The artificial intelligence market is dominated by Nvidia, whose graphics processing units (GPUs) provide the advanced computing power AI systems need. But AI’s growth is also boosting demand for Intel’s more conventional chips, called central processing units (CPUs), which help manage data centers and perform specific tasks for AI systems.

That’s the silver lining in Thursday’s disappointing financial results. If Intel can do a better job matching production capacity to demand, it may yet capitalize on the AI boom — albeit to a much smaller degree than many other chip companies.

Even with Friday’s plunge, Intel’s stock price has more than doubled since August. That’s when Tan negotiated an $8.9 billion investment from the federal government. That was followed by billions more invested by SoftBank and Nvidia.

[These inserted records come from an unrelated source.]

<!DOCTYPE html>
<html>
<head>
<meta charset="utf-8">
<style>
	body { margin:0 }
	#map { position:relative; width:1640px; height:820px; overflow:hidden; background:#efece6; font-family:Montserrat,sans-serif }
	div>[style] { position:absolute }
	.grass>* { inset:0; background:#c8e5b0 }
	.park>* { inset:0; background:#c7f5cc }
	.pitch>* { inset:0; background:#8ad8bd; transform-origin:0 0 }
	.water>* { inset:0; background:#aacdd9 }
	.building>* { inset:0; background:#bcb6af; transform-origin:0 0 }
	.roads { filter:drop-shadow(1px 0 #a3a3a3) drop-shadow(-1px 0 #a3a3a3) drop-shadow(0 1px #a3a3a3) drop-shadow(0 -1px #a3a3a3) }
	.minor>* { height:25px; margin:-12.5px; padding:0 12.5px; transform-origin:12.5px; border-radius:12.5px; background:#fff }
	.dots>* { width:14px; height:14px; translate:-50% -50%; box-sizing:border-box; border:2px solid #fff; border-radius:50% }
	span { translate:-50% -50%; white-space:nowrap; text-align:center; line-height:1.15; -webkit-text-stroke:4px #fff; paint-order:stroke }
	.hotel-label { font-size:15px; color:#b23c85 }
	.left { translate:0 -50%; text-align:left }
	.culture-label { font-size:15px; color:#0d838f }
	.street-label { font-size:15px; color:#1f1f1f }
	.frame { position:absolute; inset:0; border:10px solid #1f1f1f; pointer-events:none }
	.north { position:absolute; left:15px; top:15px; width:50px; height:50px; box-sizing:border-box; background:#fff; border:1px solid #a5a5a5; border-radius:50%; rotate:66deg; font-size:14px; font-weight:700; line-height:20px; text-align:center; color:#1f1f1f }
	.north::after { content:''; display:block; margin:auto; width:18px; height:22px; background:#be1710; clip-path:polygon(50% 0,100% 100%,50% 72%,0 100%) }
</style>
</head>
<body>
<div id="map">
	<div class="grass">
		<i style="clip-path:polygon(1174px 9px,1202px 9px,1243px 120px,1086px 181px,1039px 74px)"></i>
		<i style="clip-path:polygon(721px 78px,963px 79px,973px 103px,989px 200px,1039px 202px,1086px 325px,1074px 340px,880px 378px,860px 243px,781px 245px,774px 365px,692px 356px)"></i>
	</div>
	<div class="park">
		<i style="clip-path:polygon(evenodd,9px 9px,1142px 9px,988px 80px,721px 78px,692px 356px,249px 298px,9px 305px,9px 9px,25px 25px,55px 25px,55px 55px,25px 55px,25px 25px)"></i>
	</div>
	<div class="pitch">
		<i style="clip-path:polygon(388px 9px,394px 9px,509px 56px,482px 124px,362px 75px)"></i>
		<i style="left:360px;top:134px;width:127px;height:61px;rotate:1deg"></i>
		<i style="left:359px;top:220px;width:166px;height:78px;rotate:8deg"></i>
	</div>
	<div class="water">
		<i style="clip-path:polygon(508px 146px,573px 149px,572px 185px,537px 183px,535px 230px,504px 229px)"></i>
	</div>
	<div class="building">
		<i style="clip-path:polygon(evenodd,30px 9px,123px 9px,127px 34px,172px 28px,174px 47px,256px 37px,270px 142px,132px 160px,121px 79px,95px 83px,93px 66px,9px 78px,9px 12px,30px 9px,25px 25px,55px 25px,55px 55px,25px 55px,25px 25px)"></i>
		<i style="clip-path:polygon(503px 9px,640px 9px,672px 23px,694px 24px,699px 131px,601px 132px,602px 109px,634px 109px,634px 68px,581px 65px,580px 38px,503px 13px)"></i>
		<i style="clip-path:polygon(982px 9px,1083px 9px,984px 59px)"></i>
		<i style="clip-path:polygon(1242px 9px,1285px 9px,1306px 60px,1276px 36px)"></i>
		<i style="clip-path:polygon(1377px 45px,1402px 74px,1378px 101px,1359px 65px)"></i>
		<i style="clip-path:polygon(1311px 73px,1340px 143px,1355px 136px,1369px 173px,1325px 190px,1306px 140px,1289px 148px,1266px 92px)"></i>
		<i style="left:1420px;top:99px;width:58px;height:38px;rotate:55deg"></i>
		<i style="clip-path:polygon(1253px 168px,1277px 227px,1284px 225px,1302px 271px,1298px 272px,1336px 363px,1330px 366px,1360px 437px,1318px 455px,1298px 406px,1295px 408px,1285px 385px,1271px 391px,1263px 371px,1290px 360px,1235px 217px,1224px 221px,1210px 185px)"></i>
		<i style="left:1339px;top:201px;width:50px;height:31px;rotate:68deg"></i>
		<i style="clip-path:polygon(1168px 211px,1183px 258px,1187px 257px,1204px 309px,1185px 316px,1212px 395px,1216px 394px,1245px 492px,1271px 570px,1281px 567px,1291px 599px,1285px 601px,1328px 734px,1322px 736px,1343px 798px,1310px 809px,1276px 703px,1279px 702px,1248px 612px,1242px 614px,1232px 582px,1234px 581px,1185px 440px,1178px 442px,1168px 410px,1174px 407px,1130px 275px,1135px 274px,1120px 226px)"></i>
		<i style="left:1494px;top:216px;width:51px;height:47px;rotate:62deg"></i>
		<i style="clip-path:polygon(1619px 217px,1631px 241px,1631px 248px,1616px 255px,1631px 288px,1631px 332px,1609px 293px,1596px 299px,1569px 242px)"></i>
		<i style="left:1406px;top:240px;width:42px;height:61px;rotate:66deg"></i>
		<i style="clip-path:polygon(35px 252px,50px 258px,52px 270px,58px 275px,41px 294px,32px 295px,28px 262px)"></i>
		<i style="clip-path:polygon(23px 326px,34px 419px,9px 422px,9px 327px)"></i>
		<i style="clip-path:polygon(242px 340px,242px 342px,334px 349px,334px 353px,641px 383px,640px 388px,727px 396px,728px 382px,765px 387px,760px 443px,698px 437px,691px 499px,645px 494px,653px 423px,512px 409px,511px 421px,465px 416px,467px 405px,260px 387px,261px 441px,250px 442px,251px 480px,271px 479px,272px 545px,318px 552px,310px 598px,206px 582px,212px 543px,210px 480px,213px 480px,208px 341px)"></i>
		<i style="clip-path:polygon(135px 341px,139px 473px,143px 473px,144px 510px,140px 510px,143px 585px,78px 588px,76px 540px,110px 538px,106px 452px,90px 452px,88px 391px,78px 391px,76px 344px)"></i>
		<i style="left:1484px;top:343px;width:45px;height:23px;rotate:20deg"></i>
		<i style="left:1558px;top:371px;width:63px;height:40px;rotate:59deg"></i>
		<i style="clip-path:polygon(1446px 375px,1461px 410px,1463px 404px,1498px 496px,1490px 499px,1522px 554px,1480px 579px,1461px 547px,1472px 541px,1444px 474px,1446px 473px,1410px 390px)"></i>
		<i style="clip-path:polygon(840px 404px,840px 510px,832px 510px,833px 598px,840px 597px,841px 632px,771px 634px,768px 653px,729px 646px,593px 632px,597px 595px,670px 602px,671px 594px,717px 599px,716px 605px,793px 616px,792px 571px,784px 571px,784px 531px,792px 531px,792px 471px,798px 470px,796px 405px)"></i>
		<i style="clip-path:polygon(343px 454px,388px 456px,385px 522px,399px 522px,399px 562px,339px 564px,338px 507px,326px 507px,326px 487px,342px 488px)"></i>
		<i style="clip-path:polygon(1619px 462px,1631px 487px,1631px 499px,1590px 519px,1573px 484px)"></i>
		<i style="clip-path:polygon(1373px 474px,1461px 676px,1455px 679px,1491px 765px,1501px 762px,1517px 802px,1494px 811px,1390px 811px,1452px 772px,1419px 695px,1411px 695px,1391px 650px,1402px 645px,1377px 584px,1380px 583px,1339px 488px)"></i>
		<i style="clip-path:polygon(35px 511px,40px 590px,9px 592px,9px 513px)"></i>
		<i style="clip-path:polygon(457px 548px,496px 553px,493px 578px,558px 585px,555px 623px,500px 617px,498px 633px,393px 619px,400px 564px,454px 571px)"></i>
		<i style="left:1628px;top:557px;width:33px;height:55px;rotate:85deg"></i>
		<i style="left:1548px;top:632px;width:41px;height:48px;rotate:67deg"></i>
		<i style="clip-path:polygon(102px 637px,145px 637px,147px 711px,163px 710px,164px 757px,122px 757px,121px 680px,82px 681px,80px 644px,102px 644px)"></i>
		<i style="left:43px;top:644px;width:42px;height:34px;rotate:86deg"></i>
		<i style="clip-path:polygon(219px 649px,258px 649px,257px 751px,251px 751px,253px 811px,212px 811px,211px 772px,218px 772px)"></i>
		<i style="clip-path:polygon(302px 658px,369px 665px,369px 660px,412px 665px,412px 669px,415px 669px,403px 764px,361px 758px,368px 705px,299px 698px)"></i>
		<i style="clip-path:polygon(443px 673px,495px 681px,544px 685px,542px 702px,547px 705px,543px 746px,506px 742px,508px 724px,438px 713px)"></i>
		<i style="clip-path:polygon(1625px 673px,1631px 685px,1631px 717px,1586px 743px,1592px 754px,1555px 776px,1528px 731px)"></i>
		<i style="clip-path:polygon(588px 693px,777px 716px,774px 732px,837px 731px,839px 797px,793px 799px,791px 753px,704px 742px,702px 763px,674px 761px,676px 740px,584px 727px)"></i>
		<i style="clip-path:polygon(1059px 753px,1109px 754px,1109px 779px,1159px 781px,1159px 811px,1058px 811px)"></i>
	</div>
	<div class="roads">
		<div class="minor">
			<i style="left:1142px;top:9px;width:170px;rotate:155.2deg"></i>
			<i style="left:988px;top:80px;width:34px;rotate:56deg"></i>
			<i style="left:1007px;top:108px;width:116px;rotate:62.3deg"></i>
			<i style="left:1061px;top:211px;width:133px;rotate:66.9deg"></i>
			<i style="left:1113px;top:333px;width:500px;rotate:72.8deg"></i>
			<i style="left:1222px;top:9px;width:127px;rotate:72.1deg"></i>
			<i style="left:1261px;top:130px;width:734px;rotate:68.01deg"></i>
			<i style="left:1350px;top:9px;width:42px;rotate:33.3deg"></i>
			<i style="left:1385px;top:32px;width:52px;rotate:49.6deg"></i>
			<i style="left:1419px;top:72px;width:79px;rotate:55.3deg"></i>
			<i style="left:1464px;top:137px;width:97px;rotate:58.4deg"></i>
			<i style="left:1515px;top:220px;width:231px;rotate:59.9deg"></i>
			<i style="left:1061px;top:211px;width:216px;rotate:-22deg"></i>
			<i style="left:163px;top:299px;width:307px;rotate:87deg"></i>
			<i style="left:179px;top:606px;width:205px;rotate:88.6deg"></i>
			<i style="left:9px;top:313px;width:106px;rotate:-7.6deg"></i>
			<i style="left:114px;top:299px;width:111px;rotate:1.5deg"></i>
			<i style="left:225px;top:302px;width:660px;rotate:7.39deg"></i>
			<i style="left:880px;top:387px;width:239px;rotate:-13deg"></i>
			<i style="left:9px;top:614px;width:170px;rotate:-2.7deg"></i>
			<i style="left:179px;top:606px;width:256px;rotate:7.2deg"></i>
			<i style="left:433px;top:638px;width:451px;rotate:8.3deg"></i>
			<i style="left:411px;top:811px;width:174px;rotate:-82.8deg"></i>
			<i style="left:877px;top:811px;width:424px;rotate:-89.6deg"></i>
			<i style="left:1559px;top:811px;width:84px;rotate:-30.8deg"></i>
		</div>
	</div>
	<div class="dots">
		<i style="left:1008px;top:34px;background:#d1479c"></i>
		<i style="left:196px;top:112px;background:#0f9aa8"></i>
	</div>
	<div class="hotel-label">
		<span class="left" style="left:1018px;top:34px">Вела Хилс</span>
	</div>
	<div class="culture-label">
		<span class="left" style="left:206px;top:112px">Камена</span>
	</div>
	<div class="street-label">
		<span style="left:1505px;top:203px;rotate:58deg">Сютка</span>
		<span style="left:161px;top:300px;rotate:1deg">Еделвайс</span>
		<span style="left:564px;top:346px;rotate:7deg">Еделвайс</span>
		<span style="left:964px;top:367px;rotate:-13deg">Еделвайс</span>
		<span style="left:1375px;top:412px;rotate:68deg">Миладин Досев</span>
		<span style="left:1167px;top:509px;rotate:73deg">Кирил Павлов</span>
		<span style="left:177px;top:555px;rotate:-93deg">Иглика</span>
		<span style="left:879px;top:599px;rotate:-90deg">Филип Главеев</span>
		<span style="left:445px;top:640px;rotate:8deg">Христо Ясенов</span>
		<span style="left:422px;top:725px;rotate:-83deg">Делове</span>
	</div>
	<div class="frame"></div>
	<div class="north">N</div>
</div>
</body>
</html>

On Thursday, Intel told investors it expects other tech companies will make decisions late this year or early in 2027 about whether to use Intel’s factories to make their own chips. A consensus is emerging among analysts that Apple, and perhaps other companies, are near manufacturing deals with Intel.

That could provide an enormous boost to Intel and its comeback effort, though revenue from such deals is probably at least two years away.

“Real benefits will take into 2028,” Bank of America’s Arya said, “but headline benefits from these customers could support the stock.”